Your answer should be one number, the count of lines in the records that carry the string "lists".

Supplied information:
######
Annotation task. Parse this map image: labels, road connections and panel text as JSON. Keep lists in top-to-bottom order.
######
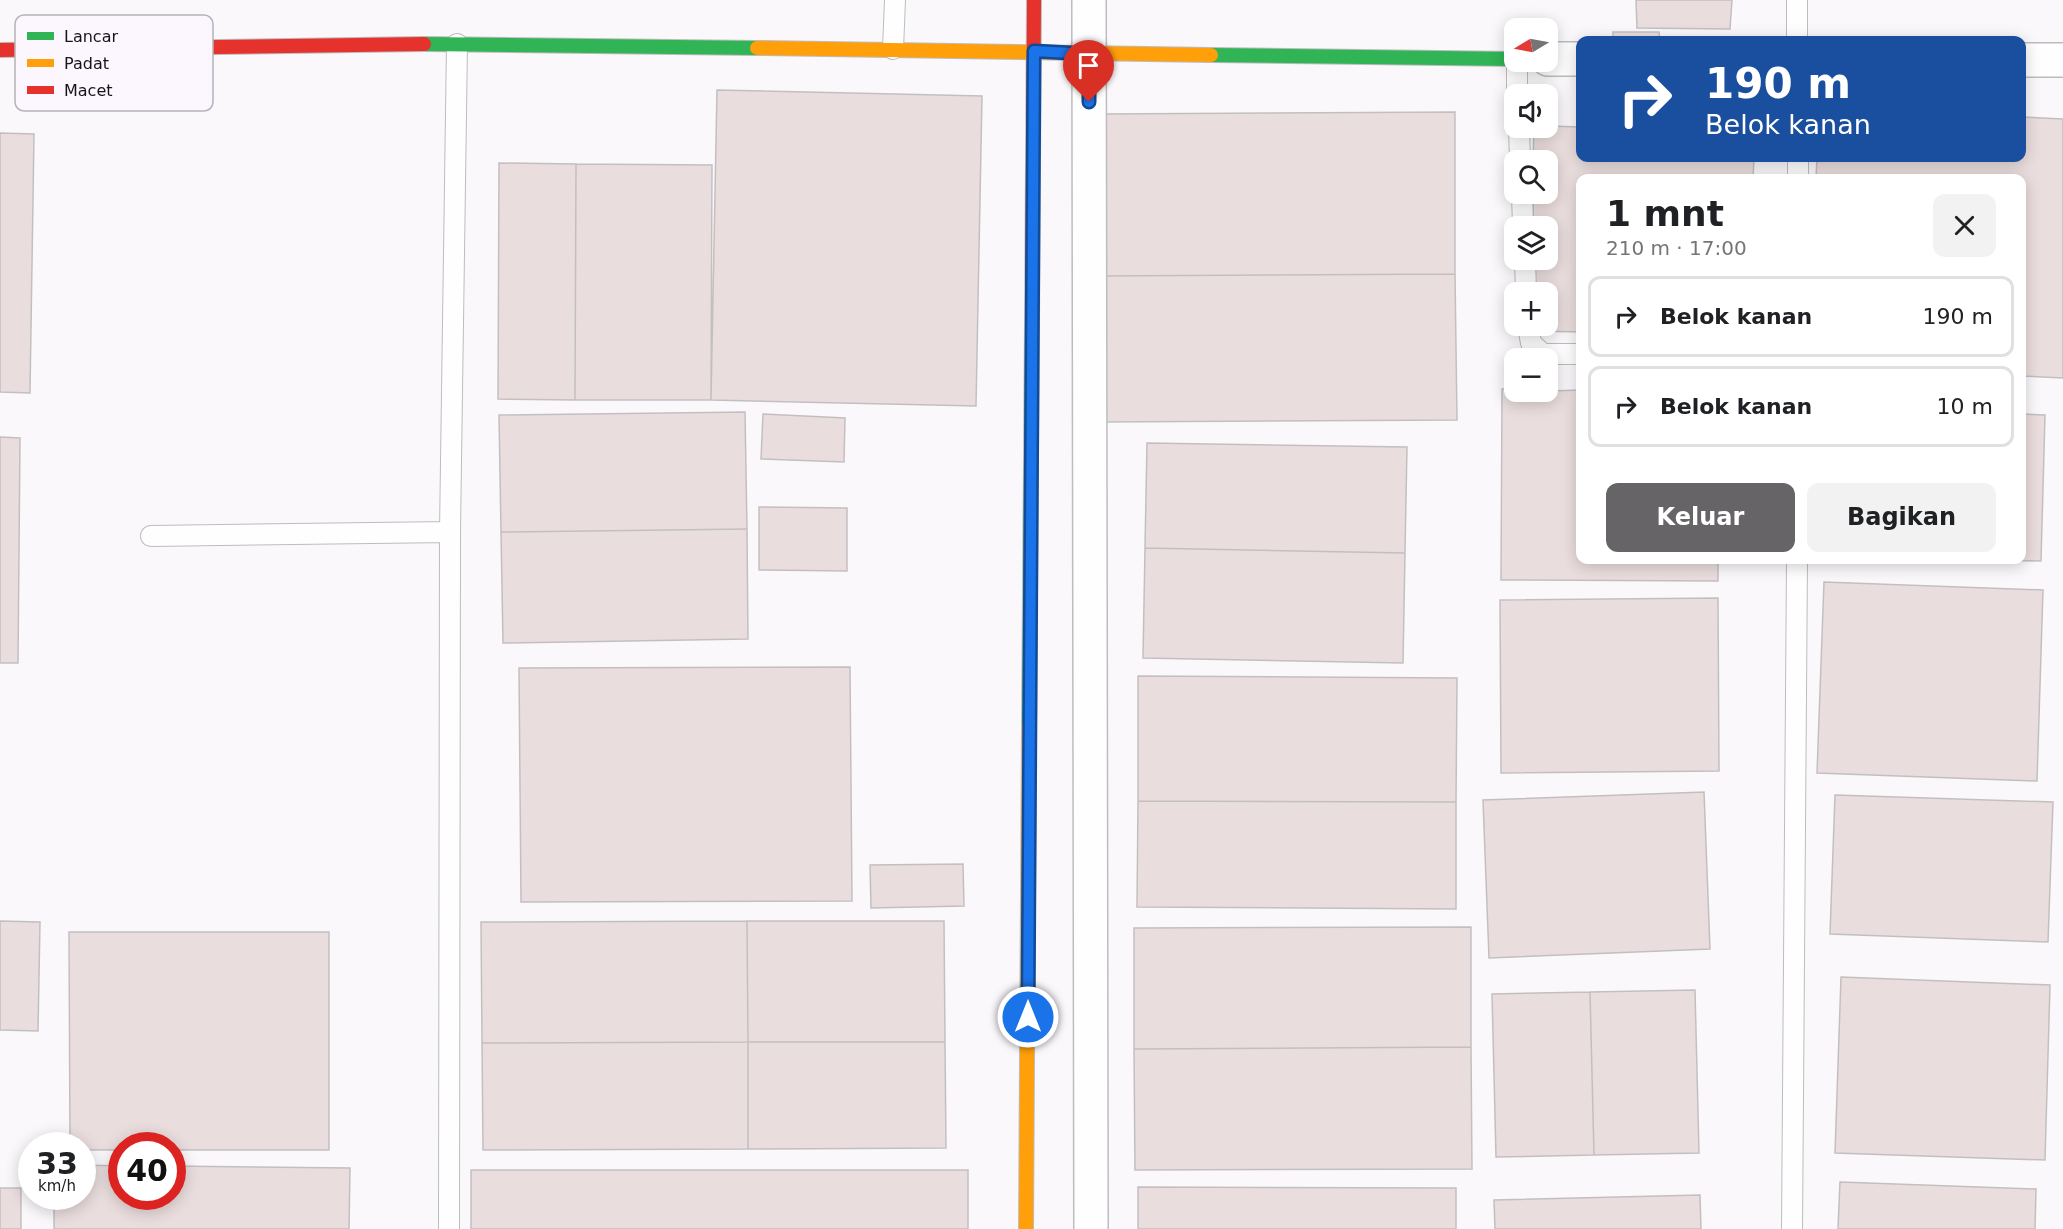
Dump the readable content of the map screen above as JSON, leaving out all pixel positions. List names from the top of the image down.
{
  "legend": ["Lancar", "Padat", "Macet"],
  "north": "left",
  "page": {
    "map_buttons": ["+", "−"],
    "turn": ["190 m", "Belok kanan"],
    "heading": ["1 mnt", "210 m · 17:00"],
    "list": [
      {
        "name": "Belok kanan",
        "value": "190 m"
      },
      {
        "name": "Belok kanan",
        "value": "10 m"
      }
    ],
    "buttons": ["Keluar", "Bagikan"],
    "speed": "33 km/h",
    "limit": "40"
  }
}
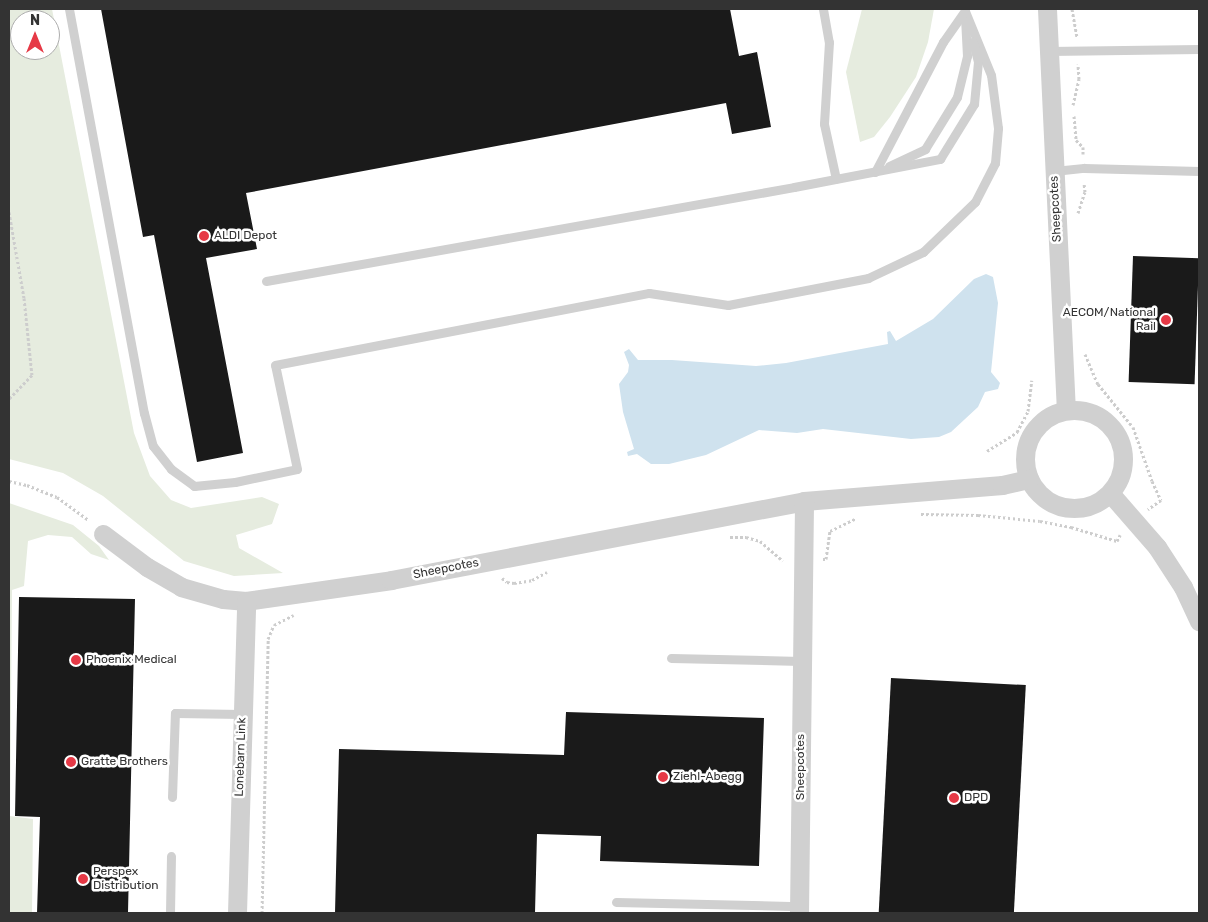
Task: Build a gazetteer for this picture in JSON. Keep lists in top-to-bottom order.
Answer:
######
Answer section: 2